Food Scares – Product, Press and Social Media
26th July 2016
The press and social media can become scary pointers of fingers for producers during food scares. How can we protect produce from these incidents?
In the food industry we have a slightly wary relationship with the UK press. Historically the UK press have always pounced on food incidents and turned them into food scares overnight. The horsemeat scandal continues to be mentioned in the UK press today (three and a half years after it happened). There have been, to date, over twenty one thousand mentions of the horsemeat scandal in mainstream articles. How many of these were factually one hundred percent correct and how many really added value to the debate or helped British consumers understand their meat products better?
Nowadays social media plays an active role in food scares as well as the press. Social media allows global communication on issues and means that updates can be shared quickly and easily. It hands a level of control back to the consumer. The downside of social media’s involvement in food incidents is that it can be hard to track back misleading or factually incorrect statements. Social media platforms make it hard for companies to contain negative publicity and expose companies to the risk of unauthorised employees speaking on their behalf.
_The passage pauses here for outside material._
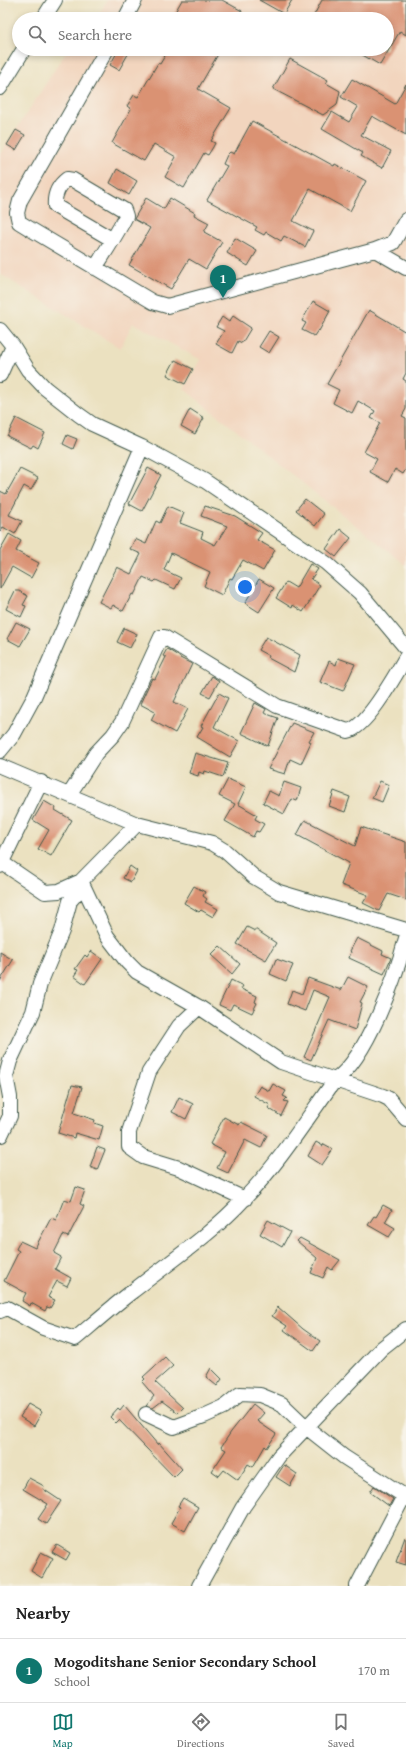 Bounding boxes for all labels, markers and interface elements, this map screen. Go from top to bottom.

In fresh produce we are all hyper aware of the risk of food scares, there are strict regulations and guidelines for farming which every farmer I have ever met follows to the letter. Noone wants to produce dangerous food. Fresh produce is grown outside and is often eaten raw so there is a small inherent risk compared to other foodstuffs as processing is minimal and there is no kill step. We may all be paranoid but it can feel like the press and the food safety agencies can, because of this small inherent risk, be very willing to blame produce straight off. There have been precedents for industries and farms losing business and livelihoods because of this. The biggest and most public example in recent years would be the Spanish organic cucumber incident.
The outbreak of E.coli 0104:H4 in Germany in 2011 is on the records as the deadliest bacterial foodbourne outbreak in Europe and the deadliest E.coli outbreak anywhere. It caused 53 deaths during May and June 2011. The German authorities initially blamed Spanish cucumbers for it due to finding a different strain of E.coli on some cucumbers before eventually linking the strain causing the outbreak to an organic farm selling bean sprouts in Germany. It was further traced back to an import of Egyptian fenugreek seeds.
The cucumber farms in question, both in the Andalusia region of Spain, were shut down for a period and all their produce destroyed. The financial losses were crippling as other European countries began to cancel orders of Spanish product. The Spanish agricultural minister ate one of the implicated cucumbers live on television and a compensation claim was put through the EU courts. Although the German ministers defended themselves as having to alert the public to their suspicions it was an expensive mistake and the press reported on it for years. Like the horsemeat scandal it is still talked about today.
When produce is incorrectly blamed in the press (which then spreads via social media) it can be easy for us working in fresh produce to feel attacked and aggrieved. In an era marked by an impeding obesity problem and massive government spending on ‘5 a day’ campaigns it seems counter-intiative to make people scared to eat raw food and leafy green vegetables. However, I think all of us would serve our industry better by trying to address our small inherent risk in a different way than being defensive. I also speak from experience as we have only just been released from FSA testing in the recent mixed lettuce E.coli 0157 food scare. A very tentative and qualified suggestion from the FSA that there was a suspicion that Italian rocket may to be blame saw the UK press run with it like Boris Johnson at that Japanese school boy.
We need to recognise our lack of kill step and the fact that many of our products are best enjoyed raw and come up with solutions. That is our only way to protect ourselves against the desire for hysteria among the press for food incident stories. How can we use processing aids to make our produce safer without damaging or altering our produce? We are as an industry already ‘on this’ and there are many new technologies coming on to market place daily that people in produce are trialling and researching. We can do this and we must. Then we can truly move the dialogue on. The health giving properties of our planet’s humble plants are amazing and we cannot let food scares erode the population’s willingness to benefit from them.